The simple command to run the example looks like this: 

In [None]:
%run plotData simple_data.yaml

### Run a simple fit

Fiting models experimental data, or parametriing measuements with a functional depencence,
is one of the routine tasks in data analysis. Tow powerful fitting programs relying on
the *phyFit* or *kafe2* packages are provided:  

 - kafe2go
 - run_phyFit


First, let us see how the interfaces are defined by running the scrips with the -h key (for "help"):

In [None]:
%run run_phyFit -h

In [None]:
%run kafe2go.py -h

Now, run a very simple fit of a straight line to data with only independent uncertainties in the x- and y-directions, as
specified in the file *simpleFit.fit*. You may want to inspect the input by double-clicking on the file name. 

In [None]:
%run run_phyFit simpleFit.fit

In [None]:
%run kafe2go simpleFit.fit

#### A more complex fit example with different types of uncertainties

To inspect the input file, double-click on the name *xyFit.fit* in the directory listing on the left-hand side.
It will open in the editor in a new tab.
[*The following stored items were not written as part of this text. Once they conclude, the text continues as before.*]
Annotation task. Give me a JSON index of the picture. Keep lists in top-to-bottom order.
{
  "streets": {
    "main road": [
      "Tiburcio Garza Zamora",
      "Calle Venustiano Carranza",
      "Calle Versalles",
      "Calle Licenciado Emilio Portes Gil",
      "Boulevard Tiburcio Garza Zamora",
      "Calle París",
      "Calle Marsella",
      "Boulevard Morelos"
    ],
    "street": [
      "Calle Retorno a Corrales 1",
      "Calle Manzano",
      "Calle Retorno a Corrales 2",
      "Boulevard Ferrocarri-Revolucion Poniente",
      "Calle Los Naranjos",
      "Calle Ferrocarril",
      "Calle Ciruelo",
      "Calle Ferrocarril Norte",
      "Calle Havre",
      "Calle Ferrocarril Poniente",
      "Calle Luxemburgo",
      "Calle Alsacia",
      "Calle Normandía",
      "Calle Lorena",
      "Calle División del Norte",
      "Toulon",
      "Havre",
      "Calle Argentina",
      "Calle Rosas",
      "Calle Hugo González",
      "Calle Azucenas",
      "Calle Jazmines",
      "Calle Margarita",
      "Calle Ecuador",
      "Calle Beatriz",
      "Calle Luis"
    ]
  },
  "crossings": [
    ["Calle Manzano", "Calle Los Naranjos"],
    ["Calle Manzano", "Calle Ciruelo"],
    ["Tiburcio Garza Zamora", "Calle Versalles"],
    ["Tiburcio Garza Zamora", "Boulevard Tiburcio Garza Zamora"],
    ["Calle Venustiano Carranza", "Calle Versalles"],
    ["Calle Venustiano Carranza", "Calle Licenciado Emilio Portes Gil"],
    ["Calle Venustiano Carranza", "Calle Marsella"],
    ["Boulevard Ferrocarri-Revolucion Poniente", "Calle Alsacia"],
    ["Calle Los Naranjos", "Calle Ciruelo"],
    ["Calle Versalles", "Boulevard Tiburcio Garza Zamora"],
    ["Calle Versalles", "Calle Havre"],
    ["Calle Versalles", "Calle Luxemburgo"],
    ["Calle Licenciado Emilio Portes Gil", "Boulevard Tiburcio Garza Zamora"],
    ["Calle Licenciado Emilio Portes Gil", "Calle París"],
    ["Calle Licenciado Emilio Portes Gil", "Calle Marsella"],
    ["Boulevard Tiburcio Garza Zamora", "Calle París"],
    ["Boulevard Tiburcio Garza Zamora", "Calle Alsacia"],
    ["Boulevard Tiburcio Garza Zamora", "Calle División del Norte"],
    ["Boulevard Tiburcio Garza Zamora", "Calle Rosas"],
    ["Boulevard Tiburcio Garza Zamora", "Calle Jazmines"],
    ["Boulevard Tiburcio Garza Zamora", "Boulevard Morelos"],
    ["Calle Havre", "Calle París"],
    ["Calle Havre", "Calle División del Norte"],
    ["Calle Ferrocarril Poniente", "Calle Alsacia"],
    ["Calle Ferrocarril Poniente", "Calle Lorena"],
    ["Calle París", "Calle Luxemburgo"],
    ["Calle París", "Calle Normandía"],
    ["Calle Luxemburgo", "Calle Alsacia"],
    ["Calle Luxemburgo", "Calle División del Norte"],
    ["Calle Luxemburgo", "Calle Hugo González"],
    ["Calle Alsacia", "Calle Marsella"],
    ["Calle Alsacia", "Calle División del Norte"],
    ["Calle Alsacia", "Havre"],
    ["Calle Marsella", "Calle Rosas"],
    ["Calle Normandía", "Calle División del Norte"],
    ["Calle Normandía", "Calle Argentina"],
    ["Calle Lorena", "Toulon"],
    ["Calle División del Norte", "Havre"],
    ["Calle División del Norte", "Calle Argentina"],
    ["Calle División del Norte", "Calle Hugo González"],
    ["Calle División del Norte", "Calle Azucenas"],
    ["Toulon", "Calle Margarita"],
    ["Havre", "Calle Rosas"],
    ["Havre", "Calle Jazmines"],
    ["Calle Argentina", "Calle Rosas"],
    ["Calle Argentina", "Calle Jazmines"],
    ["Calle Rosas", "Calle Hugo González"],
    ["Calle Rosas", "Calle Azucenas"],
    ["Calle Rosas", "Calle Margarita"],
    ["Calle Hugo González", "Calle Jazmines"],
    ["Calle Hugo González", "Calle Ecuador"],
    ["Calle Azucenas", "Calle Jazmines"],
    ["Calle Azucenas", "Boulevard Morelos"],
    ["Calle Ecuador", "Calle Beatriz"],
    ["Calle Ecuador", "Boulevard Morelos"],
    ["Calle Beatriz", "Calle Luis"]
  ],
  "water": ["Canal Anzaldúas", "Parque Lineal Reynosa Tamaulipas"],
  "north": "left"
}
It is possible to change this file and try out modifications. Executing
this example is not more complicated than the first one:

In [None]:
%run run_phyFit.py test_xy.fit

Note that a simplified data format is used above relying on default values for the properties of uncertainties,
which are assumed to be independent, absolute and uncorrelated if not specified otherwise. Running *kafe2* yields
the same result as *phyFit*: 

In [None]:
%run kafe2go --asymmetric test_xy.fit

## Fitting a model to histogram data
Fitting a model to histogram data is also possible. Note that in this case both
*phyFit* and *kafe2* use a negative-Log-likelihood function taking care of the
Poisson nature of the uncertainties. Here the command to run:

In [None]:
%run run_phyFit.py hFit.fit

And here the same with kafe2go: 

In [None]:
%run kafe2go hFit.fit

### Handling data in CSV - Format

The CSV (for Comma- or Charachter-Separated Values) is quite common in data science, and 
many software packages export data in this format or support it (including Leybold Cassy
and MS EXCEL). 

PhyPraKit provides a tool to ease the conversion to the more general *yaml* format. After
converting the input data, extra lines can be added using ana text editor or, better the 
editor provided as part of Jupyter Notebooks. Here is an example wihtout input showing
all options:

In [None]:
%run csv2yml.py -h

### The input to convert a file with audio data looks like this:

In [None]:
%run csv2yml.py AudioData.csv

The CSV tools of PhyPraKit also can handle the output of typical Windows-Programs using decimal commas 
instead of the internationally used dot. To be unambiguous, the field delimiter is then ";" and not the
usua commal. We just need to tell plotCSV to obtain valid *yaml* format from such an input:

In [None]:
%run csv2yml -d ";" Excel_output.csv

Using a text editor, e.g. by creating a new, empty file by right-clicking in the director list on the left-hand side and double-clicking on it,
the *yaml*-block from the above output can be copied to a new *yaml*-file.  This file should contain additional information, most importantly 
"meta-data" giving on the origin of the data, adjustments of the field keys to be compatible wiht *run_phyFit* or *kafe2go*, and a fit model.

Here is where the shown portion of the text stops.